Figure 1.

Nuclear extract protein-binding microarrays (nextPBMs). (A) Workflow schematic for the nextPBM protocol. (1) Cultured cells can be stimulated or treated with a drug prior to nuclear extraction. (2) Total soluble protein content is harvested from cell nuclei using an optimized protocol (see Materials and Methods). (3) Nuclear extract can be treated in parallel enzymatically (i.e. by phosphatase treatment) and components of interest can be depleted (i.e. by immune-depletion using a targeted antibody) depending on goals of the experiments. 4) DNA binding affinity of one or more transcription factors of interest are profiled in parallel directly from nuclear extract. (B) Density of PU.1 nextPBM z-scores obtained at random background probes (n = 500) and at genomic PU.1 binding sites (n = 2615). (C) Scatterplot of PU.1 binding z-scores obtained by DNA probes corresponding to random background (black) and genomic PU.1 sites (blue) in different biological replicates. (D) Left: Schematic representation of the single nucleotide variant (SNV) probes corresponding to an example PU.1 seed probe.
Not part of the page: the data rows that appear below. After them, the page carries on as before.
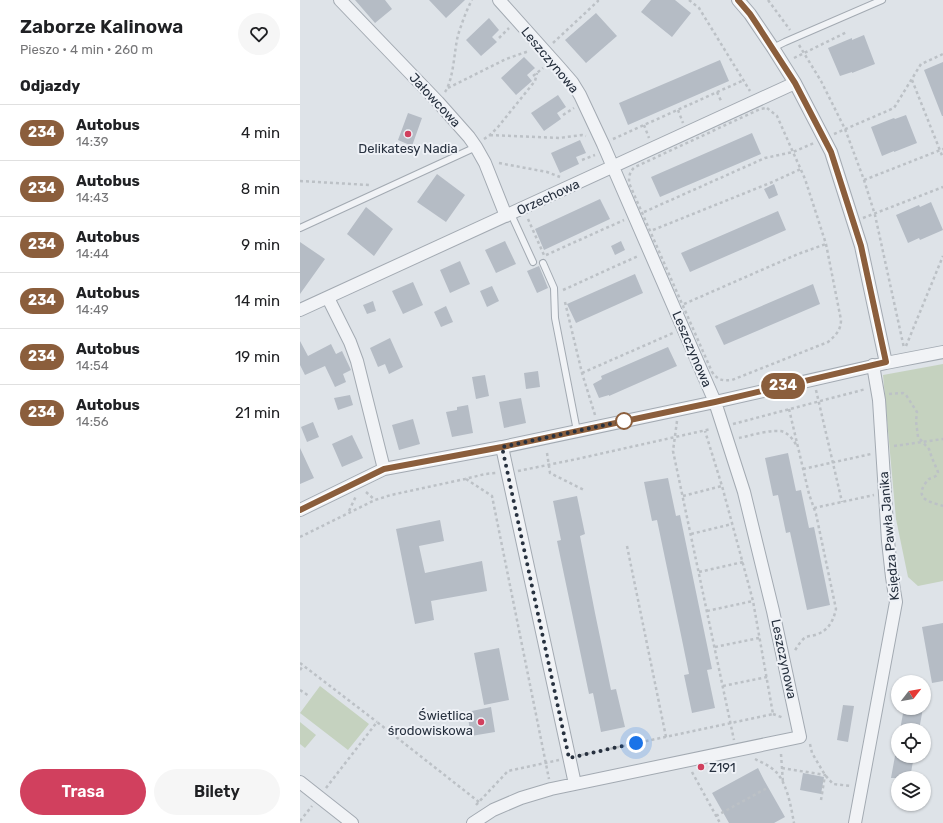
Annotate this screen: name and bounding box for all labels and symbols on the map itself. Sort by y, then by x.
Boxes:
street label: Leszczynowa [518,24,582,96]
street label: Jałowcowa [406,70,464,130]
marker: Delikatesy Nadia [403,129,413,139]
place label: Delikatesy Nadia [358,141,458,156]
street label: Orzechowa [514,176,582,218]
street label: Leszczynowa [669,309,715,389]
line badge: 234 [760,373,806,399]
unlabelled marker [615,412,633,430]
street label: Księdza Pawła Janika [876,471,902,601]
street label: Leszczynowa [768,618,800,700]
north arrow [891,675,931,715]
place label: Świetlica środowiskowa [388,708,473,738]
marker: Świetlica środowiskowa [476,717,486,727]
your location [626,733,646,753]
place label: Z191 [709,760,736,775]
marker: Z191 [696,762,706,772]

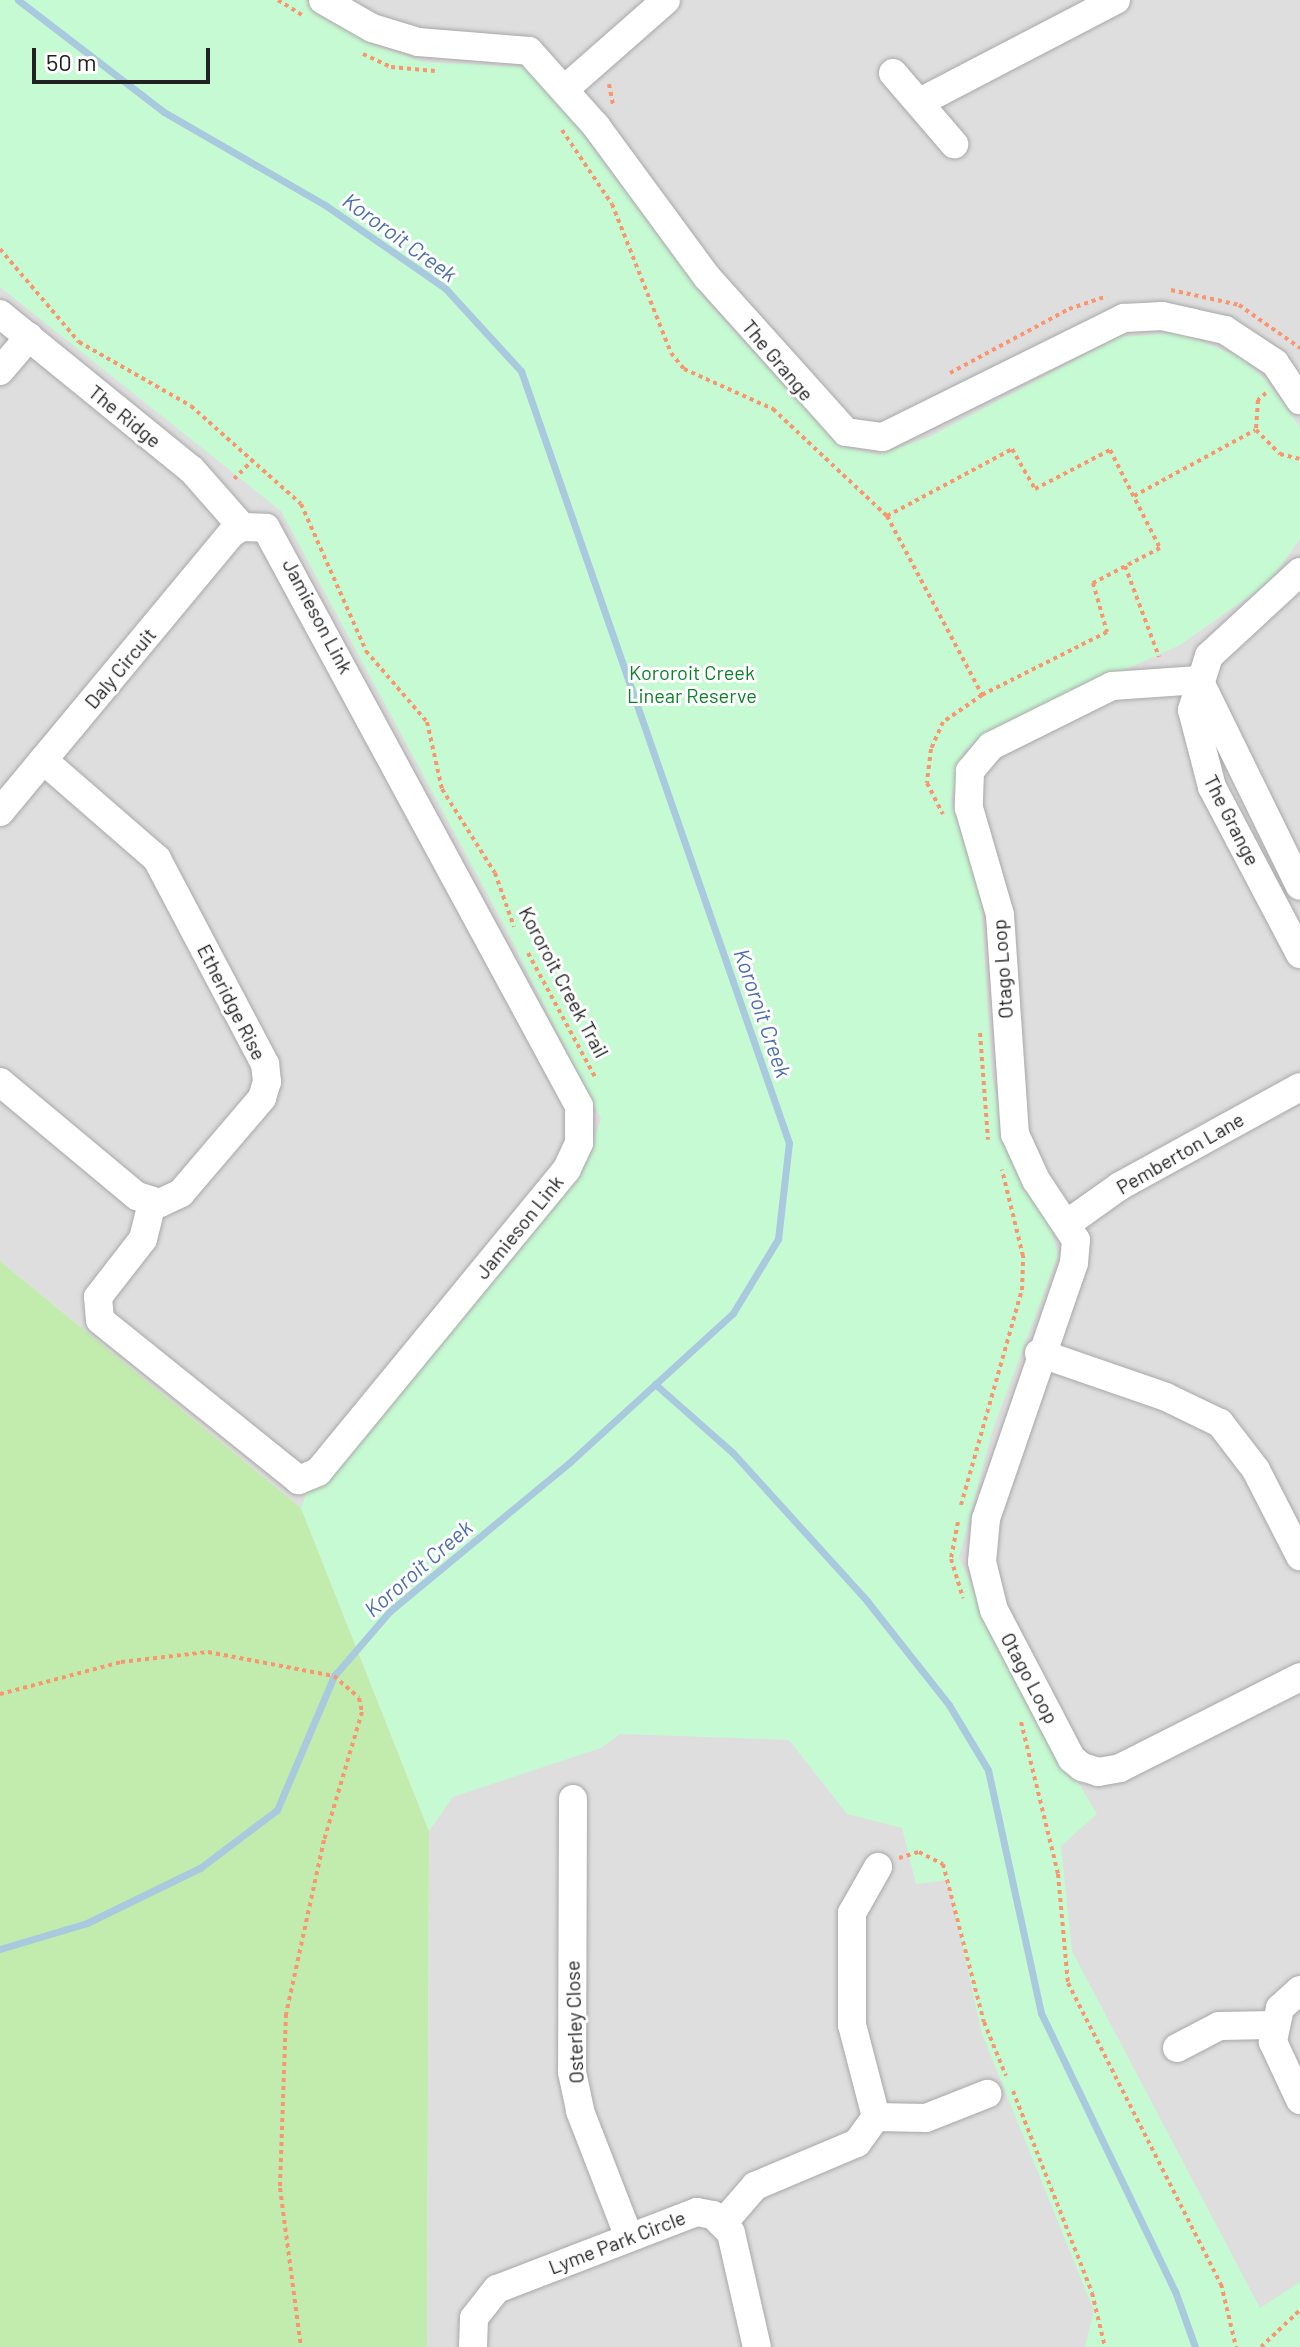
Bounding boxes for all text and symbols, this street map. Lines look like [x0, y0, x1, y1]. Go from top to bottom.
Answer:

Genomic sequence corresponding to the PU.1 motif is highlighted in sky blue within a larger 20bp sequence. SNVs within a given SNV probe are shown in dark blue. Right: Sequence logos obtained for the same genomic PU.1 seed probe using a PU.1 antibody (top) and an FLI1 antibody (bottom). Δz-scores are computed relative to the median score obtained within a given column.